Assigned task: Please give the listing again, word for word, with nothing left out.

Provided data:
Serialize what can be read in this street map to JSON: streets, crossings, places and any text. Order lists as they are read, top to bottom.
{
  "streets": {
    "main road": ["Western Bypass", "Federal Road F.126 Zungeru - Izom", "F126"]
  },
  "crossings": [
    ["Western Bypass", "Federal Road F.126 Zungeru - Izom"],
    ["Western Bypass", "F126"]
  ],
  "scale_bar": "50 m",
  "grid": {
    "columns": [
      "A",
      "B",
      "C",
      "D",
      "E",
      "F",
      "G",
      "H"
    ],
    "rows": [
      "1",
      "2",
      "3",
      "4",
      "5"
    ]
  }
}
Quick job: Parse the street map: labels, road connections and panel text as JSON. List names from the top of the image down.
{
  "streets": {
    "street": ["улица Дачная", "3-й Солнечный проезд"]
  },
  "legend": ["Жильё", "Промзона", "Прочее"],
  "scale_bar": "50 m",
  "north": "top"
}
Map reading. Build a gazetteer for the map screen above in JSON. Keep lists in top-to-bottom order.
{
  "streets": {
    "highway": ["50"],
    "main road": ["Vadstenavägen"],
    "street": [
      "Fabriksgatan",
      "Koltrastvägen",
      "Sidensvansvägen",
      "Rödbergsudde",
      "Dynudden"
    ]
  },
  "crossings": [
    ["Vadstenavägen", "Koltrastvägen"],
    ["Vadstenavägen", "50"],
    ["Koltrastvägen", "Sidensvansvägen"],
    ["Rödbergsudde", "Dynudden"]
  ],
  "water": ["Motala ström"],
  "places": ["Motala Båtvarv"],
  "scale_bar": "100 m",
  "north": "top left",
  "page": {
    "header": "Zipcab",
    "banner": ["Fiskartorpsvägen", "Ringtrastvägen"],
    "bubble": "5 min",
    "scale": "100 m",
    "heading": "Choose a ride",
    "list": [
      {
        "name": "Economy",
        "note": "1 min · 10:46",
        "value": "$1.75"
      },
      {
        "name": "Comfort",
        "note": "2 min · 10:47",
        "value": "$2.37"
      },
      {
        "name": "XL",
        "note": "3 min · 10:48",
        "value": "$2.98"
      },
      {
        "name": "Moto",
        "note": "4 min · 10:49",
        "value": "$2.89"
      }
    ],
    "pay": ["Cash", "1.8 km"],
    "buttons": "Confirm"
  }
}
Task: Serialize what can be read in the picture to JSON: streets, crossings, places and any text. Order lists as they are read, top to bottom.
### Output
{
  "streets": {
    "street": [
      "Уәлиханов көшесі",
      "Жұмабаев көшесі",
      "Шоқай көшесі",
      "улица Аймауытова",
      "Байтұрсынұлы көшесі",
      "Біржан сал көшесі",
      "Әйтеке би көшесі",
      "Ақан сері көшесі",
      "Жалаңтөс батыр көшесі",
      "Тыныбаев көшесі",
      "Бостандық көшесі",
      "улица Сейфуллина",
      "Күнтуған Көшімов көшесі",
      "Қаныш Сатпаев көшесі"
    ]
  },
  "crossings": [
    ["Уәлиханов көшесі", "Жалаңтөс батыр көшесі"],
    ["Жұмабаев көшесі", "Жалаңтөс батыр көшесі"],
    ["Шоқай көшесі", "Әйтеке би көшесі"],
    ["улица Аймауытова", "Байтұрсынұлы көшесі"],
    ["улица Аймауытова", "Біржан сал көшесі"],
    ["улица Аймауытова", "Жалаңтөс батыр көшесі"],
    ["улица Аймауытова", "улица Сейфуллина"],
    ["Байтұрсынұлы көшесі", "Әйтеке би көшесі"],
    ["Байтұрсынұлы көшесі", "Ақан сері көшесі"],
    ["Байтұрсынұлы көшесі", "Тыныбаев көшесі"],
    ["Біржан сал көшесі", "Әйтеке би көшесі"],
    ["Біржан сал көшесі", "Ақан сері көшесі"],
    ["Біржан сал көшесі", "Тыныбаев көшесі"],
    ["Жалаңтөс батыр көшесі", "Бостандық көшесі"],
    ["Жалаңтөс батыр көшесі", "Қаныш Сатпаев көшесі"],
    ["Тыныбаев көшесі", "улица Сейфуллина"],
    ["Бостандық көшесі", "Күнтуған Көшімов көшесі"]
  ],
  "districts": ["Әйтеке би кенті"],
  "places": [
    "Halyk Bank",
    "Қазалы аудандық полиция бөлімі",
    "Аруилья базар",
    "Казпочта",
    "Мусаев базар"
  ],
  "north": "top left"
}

Your solution:
Serialize what can be read in this street map to JSON: streets, crossings, places and any text. Order lists as they are read, top to bottom.
{
  "streets": {
    "main road": ["Western Bypass", "Federal Road F.126 Zungeru - Izom", "F126"]
  },
  "crossings": [
    ["Western Bypass", "Federal Road F.126 Zungeru - Izom"],
    ["Western Bypass", "F126"]
  ],
  "scale_bar": "50 m",
  "grid": {
    "columns": [
      "A",
      "B",
      "C",
      "D",
      "E",
      "F",
      "G",
      "H"
    ],
    "rows": [
      "1",
      "2",
      "3",
      "4",
      "5"
    ]
  }
}
Quick job: Parse the street map: labels, road connections and panel text as JSON. List names from the top of the image down.
{
  "streets": {
    "street": ["улица Дачная", "3-й Солнечный проезд"]
  },
  "legend": ["Жильё", "Промзона", "Прочее"],
  "scale_bar": "50 m",
  "north": "top"
}
Map reading. Build a gazetteer for the map screen above in JSON. Keep lists in top-to-bottom order.
{
  "streets": {
    "highway": ["50"],
    "main road": ["Vadstenavägen"],
    "street": [
      "Fabriksgatan",
      "Koltrastvägen",
      "Sidensvansvägen",
      "Rödbergsudde",
      "Dynudden"
    ]
  },
  "crossings": [
    ["Vadstenavägen", "Koltrastvägen"],
    ["Vadstenavägen", "50"],
    ["Koltrastvägen", "Sidensvansvägen"],
    ["Rödbergsudde", "Dynudden"]
  ],
  "water": ["Motala ström"],
  "places": ["Motala Båtvarv"],
  "scale_bar": "100 m",
  "north": "top left",
  "page": {
    "header": "Zipcab",
    "banner": ["Fiskartorpsvägen", "Ringtrastvägen"],
    "bubble": "5 min",
    "scale": "100 m",
    "heading": "Choose a ride",
    "list": [
      {
        "name": "Economy",
        "note": "1 min · 10:46",
        "value": "$1.75"
      },
      {
        "name": "Comfort",
        "note": "2 min · 10:47",
        "value": "$2.37"
      },
      {
        "name": "XL",
        "note": "3 min · 10:48",
        "value": "$2.98"
      },
      {
        "name": "Moto",
        "note": "4 min · 10:49",
        "value": "$2.89"
      }
    ],
    "pay": ["Cash", "1.8 km"],
    "buttons": "Confirm"
  }
}
Task: Serialize what can be read in the picture to JSON: streets, crossings, places and any text. Order lists as they are read, top to bottom.
### Output
{
  "streets": {
    "street": [
      "Уәлиханов көшесі",
      "Жұмабаев көшесі",
      "Шоқай көшесі",
      "улица Аймауытова",
      "Байтұрсынұлы көшесі",
      "Біржан сал көшесі",
      "Әйтеке би көшесі",
      "Ақан сері көшесі",
      "Жалаңтөс батыр көшесі",
      "Тыныбаев көшесі",
      "Бостандық көшесі",
      "улица Сейфуллина",
      "Күнтуған Көшімов көшесі",
      "Қаныш Сатпаев көшесі"
    ]
  },
  "crossings": [
    ["Уәлиханов көшесі", "Жалаңтөс батыр көшесі"],
    ["Жұмабаев көшесі", "Жалаңтөс батыр көшесі"],
    ["Шоқай көшесі", "Әйтеке би көшесі"],
    ["улица Аймауытова", "Байтұрсынұлы көшесі"],
    ["улица Аймауытова", "Біржан сал көшесі"],
    ["улица Аймауытова", "Жалаңтөс батыр көшесі"],
    ["улица Аймауытова", "улица Сейфуллина"],
    ["Байтұрсынұлы көшесі", "Әйтеке би көшесі"],
    ["Байтұрсынұлы көшесі", "Ақан сері көшесі"],
    ["Байтұрсынұлы көшесі", "Тыныбаев көшесі"],
    ["Біржан сал көшесі", "Әйтеке би көшесі"],
    ["Біржан сал көшесі", "Ақан сері көшесі"],
    ["Біржан сал көшесі", "Тыныбаев көшесі"],
    ["Жалаңтөс батыр көшесі", "Бостандық көшесі"],
    ["Жалаңтөс батыр көшесі", "Қаныш Сатпаев көшесі"],
    ["Тыныбаев көшесі", "улица Сейфуллина"],
    ["Бостандық көшесі", "Күнтуған Көшімов көшесі"]
  ],
  "districts": ["Әйтеке би кенті"],
  "places": [
    "Halyk Bank",
    "Қазалы аудандық полиция бөлімі",
    "Аруилья базар",
    "Казпочта",
    "Мусаев базар"
  ],
  "north": "top left"
}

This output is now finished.